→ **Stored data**
>>>

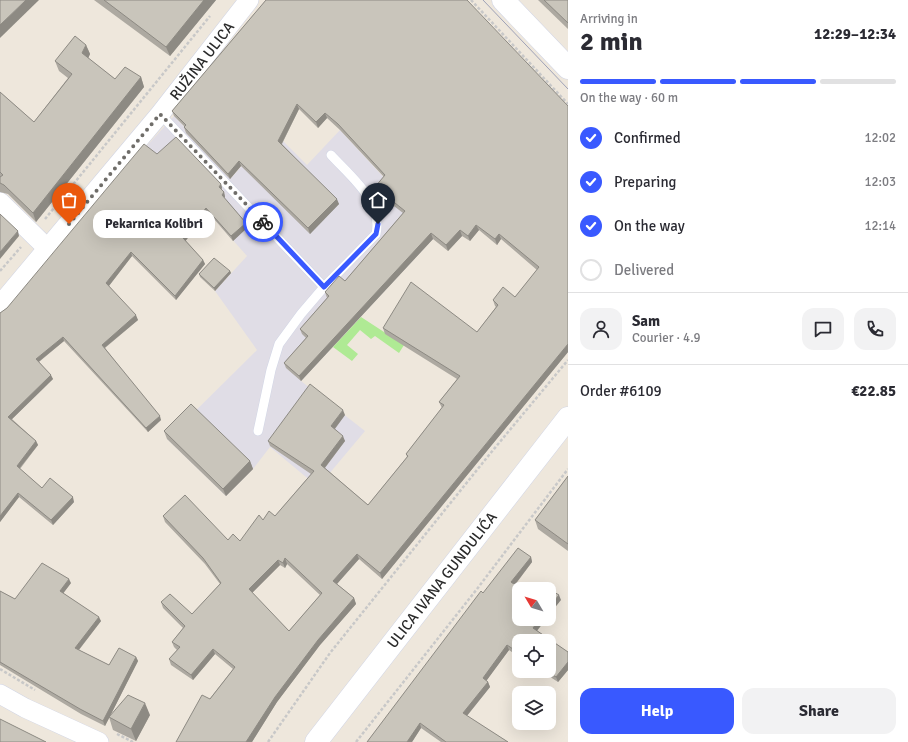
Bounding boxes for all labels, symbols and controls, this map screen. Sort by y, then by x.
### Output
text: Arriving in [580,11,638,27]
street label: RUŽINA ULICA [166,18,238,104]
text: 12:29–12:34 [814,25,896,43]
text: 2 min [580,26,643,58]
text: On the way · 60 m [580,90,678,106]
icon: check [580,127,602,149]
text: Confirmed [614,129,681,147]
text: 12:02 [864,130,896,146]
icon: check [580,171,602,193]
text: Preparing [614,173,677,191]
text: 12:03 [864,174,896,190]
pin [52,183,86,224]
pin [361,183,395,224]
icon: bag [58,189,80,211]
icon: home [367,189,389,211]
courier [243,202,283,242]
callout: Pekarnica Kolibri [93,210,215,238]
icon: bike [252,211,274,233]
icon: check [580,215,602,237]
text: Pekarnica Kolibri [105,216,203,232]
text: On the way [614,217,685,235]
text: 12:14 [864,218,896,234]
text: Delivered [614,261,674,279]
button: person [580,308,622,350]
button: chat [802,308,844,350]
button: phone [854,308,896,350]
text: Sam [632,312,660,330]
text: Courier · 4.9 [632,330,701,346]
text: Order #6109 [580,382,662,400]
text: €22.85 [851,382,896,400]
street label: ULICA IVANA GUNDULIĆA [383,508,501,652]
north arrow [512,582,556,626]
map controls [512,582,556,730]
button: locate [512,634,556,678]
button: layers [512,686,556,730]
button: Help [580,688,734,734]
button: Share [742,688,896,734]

<<<

→ **Task objective**
With the pictures omitted, give every line above again exactly.

→ **Written response**
Bounding boxes for all labels, symbols and controls, this map screen. Sort by y, then by x.
### Output
text: Arriving in [580,11,638,27]
street label: RUŽINA ULICA [166,18,238,104]
text: 12:29–12:34 [814,25,896,43]
text: 2 min [580,26,643,58]
text: On the way · 60 m [580,90,678,106]
icon: check [580,127,602,149]
text: Confirmed [614,129,681,147]
text: 12:02 [864,130,896,146]
icon: check [580,171,602,193]
text: Preparing [614,173,677,191]
text: 12:03 [864,174,896,190]
pin [52,183,86,224]
pin [361,183,395,224]
icon: bag [58,189,80,211]
icon: home [367,189,389,211]
courier [243,202,283,242]
callout: Pekarnica Kolibri [93,210,215,238]
icon: bike [252,211,274,233]
icon: check [580,215,602,237]
text: Pekarnica Kolibri [105,216,203,232]
text: On the way [614,217,685,235]
text: 12:14 [864,218,896,234]
text: Delivered [614,261,674,279]
button: person [580,308,622,350]
button: chat [802,308,844,350]
button: phone [854,308,896,350]
text: Sam [632,312,660,330]
text: Courier · 4.9 [632,330,701,346]
text: Order #6109 [580,382,662,400]
text: €22.85 [851,382,896,400]
street label: ULICA IVANA GUNDULIĆA [383,508,501,652]
north arrow [512,582,556,626]
map controls [512,582,556,730]
button: locate [512,634,556,678]
button: layers [512,686,556,730]
button: Help [580,688,734,734]
button: Share [742,688,896,734]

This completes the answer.